5. Russell Moore writes to help the church process the this week's events. It originated at his blog, but has been reposted at The Gospel Coalition. We have to talk about it. We have to deal with it. The moral fabric of the nation may well depend on it.

What we should understand, first, is that this crisis isn’t new. Many white evangelicals will point to specific cases, and argue the particulars are more complex in those situations than initial news reports might show. But how can anyone deny, after seeing the sheer number of cases and after seeing those in which the situation is all too clear, that there is a problem in terms of the safety of African Americans before the law? That’s especially true when one considers the history of a country in which African Americans have lived with trauma from the very beginning, the initial trauma being the kidnapping and forced enslavement of an entire people with no standing whatsoever before the law. For the black community, these present situations often reverberate with a history of state-sanctioned violence, in a way that many white Americans—including white evangelicals—often don’t understand. 
Second, we should understand the peril here. These shootings, and the root causes behind them, come at a time when the United States is hyper-polarized and socially fragmenting. In addition, there’s a resurgent wave of blatant racism and anti-Semitism on display in social media channels and in upheavals around the world. The social bonds in our culture are weak indeed, and ought to cause us to have the same gravity Great Depression leaders had, not knowing whether the crisis would propel the nation to greatness in problem-solving or to meltdown.
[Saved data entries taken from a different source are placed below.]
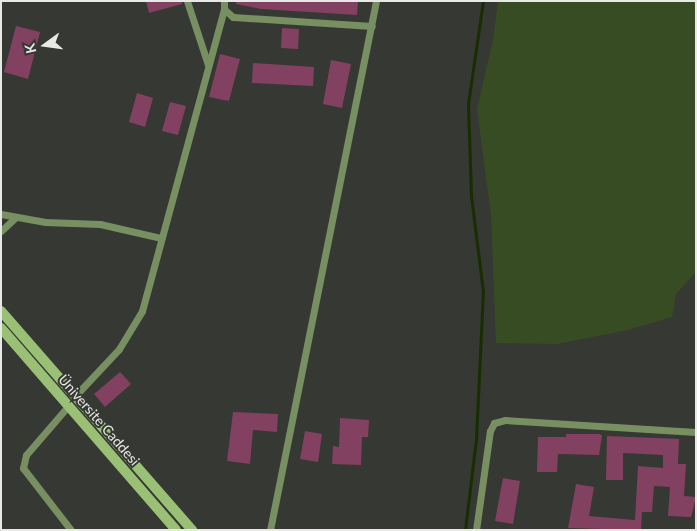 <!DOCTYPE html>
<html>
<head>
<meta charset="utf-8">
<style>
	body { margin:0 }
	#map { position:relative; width:697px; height:531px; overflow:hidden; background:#353833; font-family:Lato,sans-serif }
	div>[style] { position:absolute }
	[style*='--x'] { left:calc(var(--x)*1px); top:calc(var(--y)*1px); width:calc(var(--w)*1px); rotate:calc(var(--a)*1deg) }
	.green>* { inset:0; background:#384c23 }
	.stream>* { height:2.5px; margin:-1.25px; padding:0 1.25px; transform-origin:1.25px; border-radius:1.25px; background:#192e00 }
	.building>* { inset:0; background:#834161 }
	.street>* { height:7px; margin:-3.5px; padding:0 3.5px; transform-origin:3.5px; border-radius:3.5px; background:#778f61 }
	.secondary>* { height:10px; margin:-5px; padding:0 5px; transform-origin:5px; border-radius:5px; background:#9ac076 }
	span { translate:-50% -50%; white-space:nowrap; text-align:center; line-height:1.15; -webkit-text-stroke:4px #353833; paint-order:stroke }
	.street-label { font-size:14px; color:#e8e9e6 }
	.frame { position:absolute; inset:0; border:2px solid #e8e9e6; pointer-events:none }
	.north { position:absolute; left:20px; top:20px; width:50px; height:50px; -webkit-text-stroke:4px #353833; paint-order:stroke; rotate:256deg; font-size:14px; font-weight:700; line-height:20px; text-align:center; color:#e8e9e6 }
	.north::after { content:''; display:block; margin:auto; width:18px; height:22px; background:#e8e9e6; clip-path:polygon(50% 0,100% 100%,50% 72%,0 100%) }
</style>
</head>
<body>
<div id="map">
	<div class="green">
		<i style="clip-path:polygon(498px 1px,696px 1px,696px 272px,676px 294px,672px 317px,628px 330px,557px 344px,496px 343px,491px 215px,477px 109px,493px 40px)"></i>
	</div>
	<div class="stream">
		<i style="--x:465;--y:530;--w:92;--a:-83.1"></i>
		<i style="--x:476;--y:439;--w:147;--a:-87.3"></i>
		<i style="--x:483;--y:292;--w:98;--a:-97.1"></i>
		<i style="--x:471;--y:195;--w:91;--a:-91.9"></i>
		<i style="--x:468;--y:104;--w:104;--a:-81.7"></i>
	</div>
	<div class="building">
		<i style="clip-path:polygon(146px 1px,182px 1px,182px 4px,149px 13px)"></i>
		<i style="clip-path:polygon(236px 1px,358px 1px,357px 15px,261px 9px,236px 4px)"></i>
		<i style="clip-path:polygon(16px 26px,40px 32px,28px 79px,4px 72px)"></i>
		<i style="clip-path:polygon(282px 28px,299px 29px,298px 49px,281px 48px)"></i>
		<i style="clip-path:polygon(220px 54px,240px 59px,229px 101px,209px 97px)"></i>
		<i style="clip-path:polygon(331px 60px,351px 64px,342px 108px,323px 104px)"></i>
		<i style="clip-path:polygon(253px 63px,314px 67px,313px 86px,252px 83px)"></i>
		<i style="clip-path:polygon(137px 93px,153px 98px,145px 127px,129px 122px)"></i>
		<i style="clip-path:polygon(170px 102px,186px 106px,178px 135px,162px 131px)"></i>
		<i style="clip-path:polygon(120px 372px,131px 384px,105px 407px,94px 394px)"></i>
		<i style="clip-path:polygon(233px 412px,278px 414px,277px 432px,253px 430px,250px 464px,227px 461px)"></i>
		<i style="clip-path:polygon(340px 418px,369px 420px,368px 437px,362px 437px,361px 465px,332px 464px,333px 446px,339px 447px)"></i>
		<i style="clip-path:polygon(305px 431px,322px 434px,318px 462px,300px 459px)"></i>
		<i style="clip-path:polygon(566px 434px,600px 434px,602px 436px,599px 455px,558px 454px,557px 472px,537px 472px,538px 437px,566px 437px)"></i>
		<i style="clip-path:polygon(607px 436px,679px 439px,678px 464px,686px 464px,684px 496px,696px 497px,691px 517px,668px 516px,670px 487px,654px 486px,652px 512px,642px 512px,641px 530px,568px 528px,576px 484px,594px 487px,589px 516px,635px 520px,638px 466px,663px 468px,663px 455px,623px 453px,623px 480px,606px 480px)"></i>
		<i style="clip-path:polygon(503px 478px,520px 481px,513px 524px,495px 521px)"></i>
	</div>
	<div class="street">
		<i style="--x:187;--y:1;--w:67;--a:71.8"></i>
		<i style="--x:224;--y:1;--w:8;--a:90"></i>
		<i style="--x:224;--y:9;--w:12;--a:42"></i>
		<i style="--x:233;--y:17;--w:139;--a:3.7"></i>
		<i style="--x:1;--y:214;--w:45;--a:10.3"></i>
		<i style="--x:45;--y:222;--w:55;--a:2.1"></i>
		<i style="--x:100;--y:224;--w:63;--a:12.9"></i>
		<i style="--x:1;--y:231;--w:19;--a:-43"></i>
		<i style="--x:75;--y:396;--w:64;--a:-46.9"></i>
		<i style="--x:119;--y:349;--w:44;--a:-58.8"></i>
		<i style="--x:142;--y:311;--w:313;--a:-74.8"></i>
		<i style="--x:69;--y:405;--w:66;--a:130.7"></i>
		<i style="--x:26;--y:455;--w:13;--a:103"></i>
		<i style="--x:23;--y:468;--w:78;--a:52.3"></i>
		<i style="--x:270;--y:530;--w:540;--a:-78.67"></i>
		<i style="--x:476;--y:530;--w:100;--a:-82"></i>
		<i style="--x:490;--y:431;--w:9;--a:-63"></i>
		<i style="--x:494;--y:423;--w:11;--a:-15"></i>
		<i style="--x:505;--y:420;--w:191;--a:3.6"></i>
	</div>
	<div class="secondary">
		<i style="--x:1;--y:311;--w:291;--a:48.9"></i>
		<i style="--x:1;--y:328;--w:267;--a:49.1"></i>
	</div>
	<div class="street-label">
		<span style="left:99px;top:420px;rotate:49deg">Üniversite Caddesi</span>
	</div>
	<div class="frame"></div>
	<div class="north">K</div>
</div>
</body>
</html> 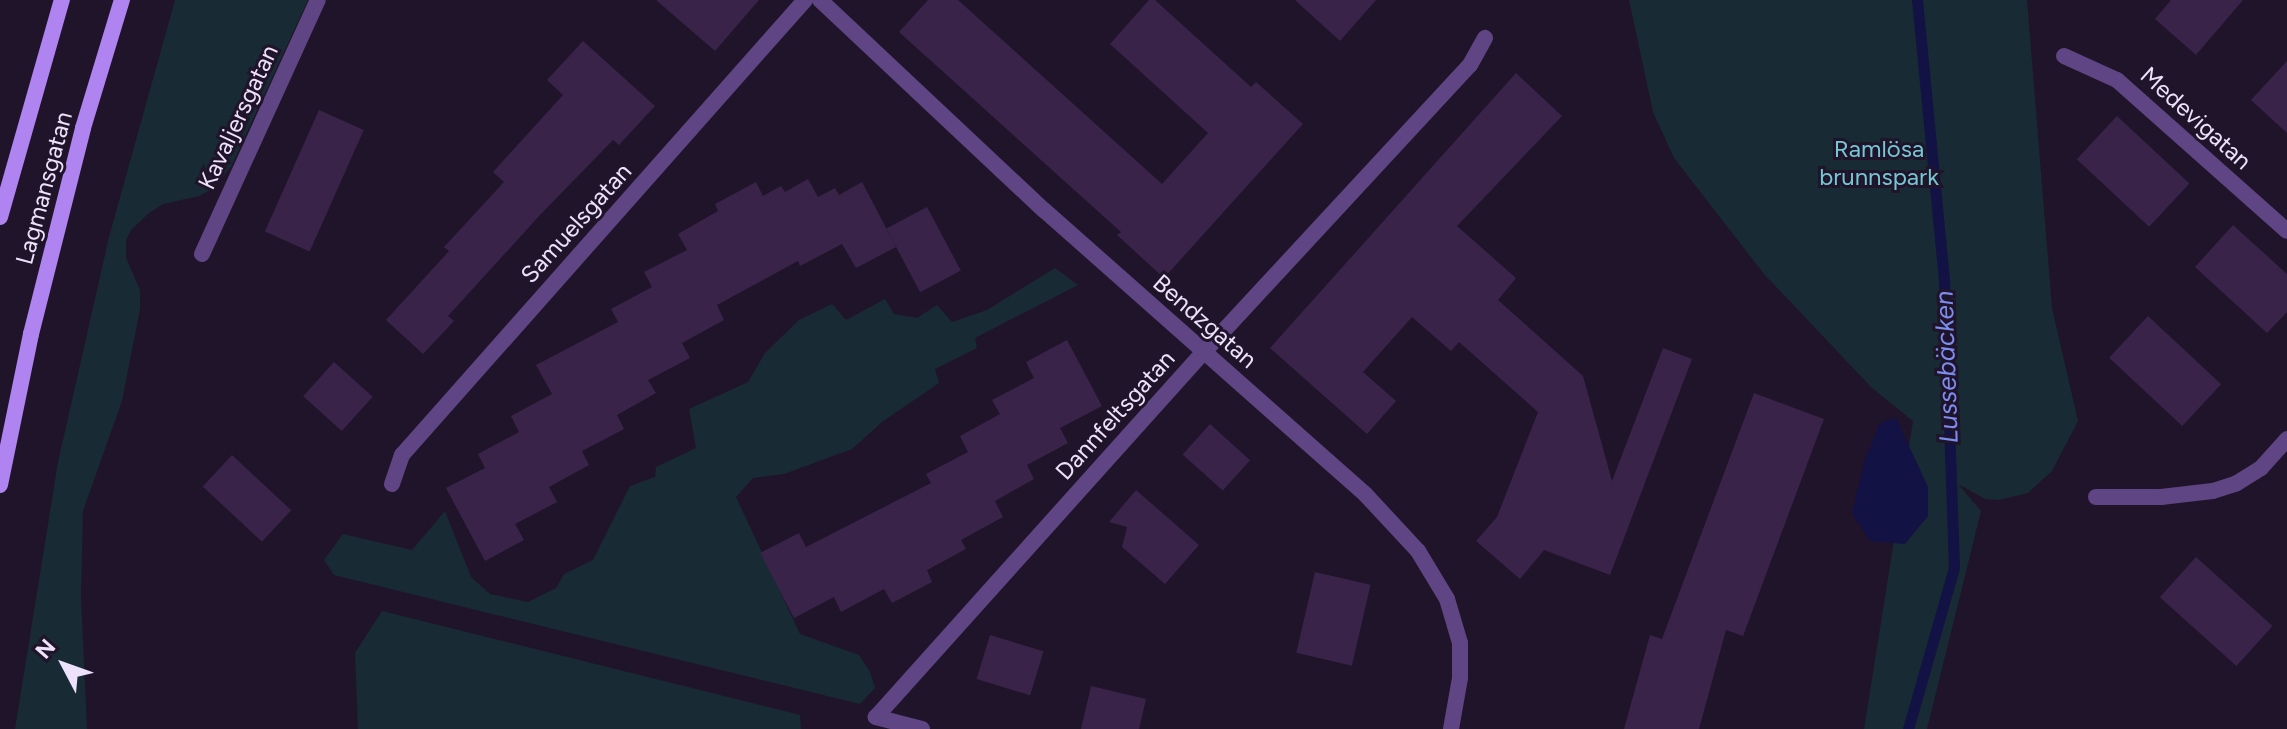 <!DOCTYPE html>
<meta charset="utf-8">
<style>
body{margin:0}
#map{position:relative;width:2287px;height:729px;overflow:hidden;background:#20142a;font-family:Figtree,sans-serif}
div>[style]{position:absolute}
.green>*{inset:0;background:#182a33}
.water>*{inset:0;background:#131245}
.stream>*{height:11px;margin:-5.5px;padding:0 5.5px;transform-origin:5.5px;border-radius:5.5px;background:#131245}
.building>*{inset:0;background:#392348;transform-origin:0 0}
.street>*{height:16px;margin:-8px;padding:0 8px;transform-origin:8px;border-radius:8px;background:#5f4583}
.secondary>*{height:16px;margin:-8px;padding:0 8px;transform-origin:8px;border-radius:8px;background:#af83f0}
span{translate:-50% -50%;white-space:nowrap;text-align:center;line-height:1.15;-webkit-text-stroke:6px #20142a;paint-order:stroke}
.street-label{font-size:24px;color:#eee1fb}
.park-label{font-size:24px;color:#74c8d4}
.water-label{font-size:26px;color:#7b8def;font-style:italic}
.north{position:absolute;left:24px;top:625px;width:80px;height:80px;-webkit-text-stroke:6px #20142a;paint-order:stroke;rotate:311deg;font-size:22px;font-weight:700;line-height:32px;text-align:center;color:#eee1fb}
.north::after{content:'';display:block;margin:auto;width:28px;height:36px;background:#eee1fb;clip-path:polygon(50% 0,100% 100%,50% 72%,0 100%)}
</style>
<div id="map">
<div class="green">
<i style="clip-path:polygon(175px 0,308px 0,231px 167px,212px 189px,199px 196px,163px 204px,149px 213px,131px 230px,126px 240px,126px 258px,140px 290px,140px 309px,122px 401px,83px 511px,81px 597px,87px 729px,15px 729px,58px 462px,109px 237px)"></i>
<i style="clip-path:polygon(1629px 0,2027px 0,2052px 308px,2078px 421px,2052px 471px,2028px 493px,1999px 500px,1985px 499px,1958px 484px,1981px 511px,1927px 729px,1864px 729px,1913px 421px,1872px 388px,1764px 274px,1674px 158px,1653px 112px)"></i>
<i style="clip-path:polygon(1055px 268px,1078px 285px,975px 338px,977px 348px,935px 369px,939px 383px,882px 422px,852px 449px,784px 474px,753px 478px,736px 497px,800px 634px,859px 655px,870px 672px,875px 688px,860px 704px,334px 575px,324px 560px,343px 534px,412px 550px,445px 511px,471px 577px,490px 594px,528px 602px,556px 588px,564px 574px,593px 560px,630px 486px,655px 477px,656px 467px,696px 448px,689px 409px,748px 382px,765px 353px,799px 320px,832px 304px,846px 320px,885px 299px,894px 314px,917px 318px,937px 305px,952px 322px,987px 310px)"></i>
<i style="clip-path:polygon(382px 611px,800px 715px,801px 729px,358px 729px,355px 653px)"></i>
</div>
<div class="water">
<i style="clip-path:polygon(1896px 418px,1928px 487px,1928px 516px,1905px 544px,1870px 541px,1852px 513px,1865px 459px,1880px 423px)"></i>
</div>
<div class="stream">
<i style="left:1908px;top:729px;width:168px;rotate:-74.1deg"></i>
<i style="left:1954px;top:567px;width:287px;rotate:-92deg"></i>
<i style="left:1944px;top:280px;width:281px;rotate:-95.5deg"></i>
</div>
<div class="building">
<i style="clip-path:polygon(656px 0,759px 0,715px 51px)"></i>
<i style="clip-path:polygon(928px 0,958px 0,1162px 184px,1208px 133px,1110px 44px,1149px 0,1155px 0,1251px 87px,1256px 82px,1303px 124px,1164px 278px,1117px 235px,1121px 232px,899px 32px)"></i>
<i style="clip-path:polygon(1295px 0,1376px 0,1340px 41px)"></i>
<i style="clip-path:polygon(2171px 0,2243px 0,2196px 55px,2155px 19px)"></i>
<i style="clip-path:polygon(583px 41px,655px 106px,619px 145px,613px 140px,540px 215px,448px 316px,454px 321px,423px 354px,386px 320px,449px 251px,444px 247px,504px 182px,493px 172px,563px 95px,547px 80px)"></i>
<i style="clip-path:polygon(2287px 61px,2287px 133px,2251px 100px)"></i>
<i style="clip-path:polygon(1516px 73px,1562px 116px,1457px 226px,1516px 278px,1498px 300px,1583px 376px,1612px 481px,1663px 348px,1692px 359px,1610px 575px,1544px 550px,1520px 579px,1476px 541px,1497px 517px,1538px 412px,1459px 342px,1451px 351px,1412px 317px,1363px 372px,1396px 401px,1367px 434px,1270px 348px)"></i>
<i style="left:319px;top:110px;width:49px;height:133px;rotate:24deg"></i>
<i style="left:2117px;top:116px;width:99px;height:59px;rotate:43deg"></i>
<i style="clip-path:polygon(808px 179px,818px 197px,835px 188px,839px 195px,862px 182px,896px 247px,856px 268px,842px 244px,800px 266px,798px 261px,717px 305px,724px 320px,682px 343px,690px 358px,648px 380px,656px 393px,617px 415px,624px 429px,582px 451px,589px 465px,549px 487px,557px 502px,515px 524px,524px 540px,485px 561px,446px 488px,485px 468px,478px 454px,519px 432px,511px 416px,552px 394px,536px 365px,618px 322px,611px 309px,652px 287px,644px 272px,687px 250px,678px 234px,718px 211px,715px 204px,756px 182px,763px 196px,781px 186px,785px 192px)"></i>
<i style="left:927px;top:207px;width:72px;height:46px;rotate:62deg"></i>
<i style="clip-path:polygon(2233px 225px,2287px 274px,2287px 312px,2267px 333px,2195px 267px)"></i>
<i style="left:2148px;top:316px;width:100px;height:57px;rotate:43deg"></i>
<i style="clip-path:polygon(1067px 340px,1102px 406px,1060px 428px,1068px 443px,1027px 465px,1034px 479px,995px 501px,1003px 517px,961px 540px,966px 549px,927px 570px,932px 582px,892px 603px,884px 589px,841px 612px,834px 597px,794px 618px,760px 553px,799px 533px,806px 547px,931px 483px,926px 474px,968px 452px,960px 436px,1000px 414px,992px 400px,1034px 378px,1026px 362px)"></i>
<i style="left:334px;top:362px;width:52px;height:46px;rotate:42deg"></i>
<i style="clip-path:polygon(1754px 393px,1824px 419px,1743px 636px,1726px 630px,1699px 729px,1624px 729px,1650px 635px,1662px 639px)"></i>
<i style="left:1210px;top:424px;width:54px;height:41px;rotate:42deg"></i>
<i style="left:232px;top:455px;width:81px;height:43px;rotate:43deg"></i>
<i style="clip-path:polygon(1136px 490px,1199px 545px,1165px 584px,1122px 547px,1127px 527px,1109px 522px)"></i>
<i style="left:2196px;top:557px;width:103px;height:54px;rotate:42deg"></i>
<i style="left:1315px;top:572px;width:57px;height:83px;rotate:13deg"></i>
<i style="left:990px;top:635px;width:56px;height:46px;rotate:17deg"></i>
<i style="clip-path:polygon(1091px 686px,1146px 699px,1139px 729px,1081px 729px)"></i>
</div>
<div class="street">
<i style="left:820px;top:0;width:307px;rotate:43.2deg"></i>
<i style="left:1044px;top:210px;width:429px;rotate:41.5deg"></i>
<i style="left:1365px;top:494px;width:78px;rotate:47.1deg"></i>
<i style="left:1418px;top:551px;width:56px;rotate:58.9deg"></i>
<i style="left:1447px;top:599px;width:46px;rotate:73.5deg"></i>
<i style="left:1460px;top:643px;width:35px;rotate:90deg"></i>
<i style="left:1460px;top:678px;width:52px;rotate:100deg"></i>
<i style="left:2064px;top:56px;width:58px;rotate:24.4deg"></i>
<i style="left:2117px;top:80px;width:227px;rotate:41.6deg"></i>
<i style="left:202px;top:254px;width:279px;rotate:-65.5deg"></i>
<i style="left:392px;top:484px;width:31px;rotate:-71deg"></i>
<i style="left:402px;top:455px;width:608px;rotate:-48.47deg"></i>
<i style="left:2096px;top:497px;width:65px"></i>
<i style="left:2161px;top:497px;width:52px;rotate:-6.6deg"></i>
<i style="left:2213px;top:491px;width:25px;rotate:-18deg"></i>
<i style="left:2237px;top:483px;width:28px;rotate:-32deg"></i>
<i style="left:2261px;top:468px;width:39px;rotate:-48deg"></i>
<i style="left:922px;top:729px;width:48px;rotate:-165.4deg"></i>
<i style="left:876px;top:717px;width:491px;rotate:-48.1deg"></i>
<i style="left:1204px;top:352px;width:391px;rotate:-47.2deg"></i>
<i style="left:1470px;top:65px;width:31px;rotate:-61deg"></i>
</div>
<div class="secondary">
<i style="left:0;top:217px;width:226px;rotate:-74.1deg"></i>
<i style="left:0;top:485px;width:154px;rotate:-78.4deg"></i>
<i style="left:31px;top:334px;width:212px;rotate:-75.8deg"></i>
<i style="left:83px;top:128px;width:134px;rotate:-73.1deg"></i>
</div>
<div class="street-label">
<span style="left:238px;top:117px;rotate:-65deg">Kavaljersgatan</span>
<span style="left:2196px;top:118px;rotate:42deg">Medevigatan</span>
<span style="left:44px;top:188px;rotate:-75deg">Lagmansgatan</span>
<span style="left:576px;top:223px;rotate:-48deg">Samuelsgatan</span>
<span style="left:1205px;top:321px;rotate:41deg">Bendzgatan</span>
<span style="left:1115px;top:415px;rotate:-48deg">Dannfeltsgatan</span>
</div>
<div class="park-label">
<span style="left:1879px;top:163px">Ramlösa<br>brunnspark</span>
</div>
<div class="water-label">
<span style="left:1947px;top:367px;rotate:-92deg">Lussebäcken</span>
</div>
<div class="north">N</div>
</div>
6. A post from the Reformed African American Network on processing pain in a time of grief:

We must also guard our hearts. During times of pain, we are more susceptible to lies and deception. We are prone to self-medicate. We are tempted to look for an escape from reality. Family, we can’t check out. We must pray and stay grounded in the Word. We must process our pain through redemption and truth. Where sin abounds, God’s grace abounds much more.
Processing our pain doesn’t mean that we are to be inactive and silent. It helps to ensure that our hearts do not become bitter. Wounds that are not properly cared for become infected and deadly. Our hearts are wounded. The wounds are deep. The wounds are old, but there is a balm in Gilead.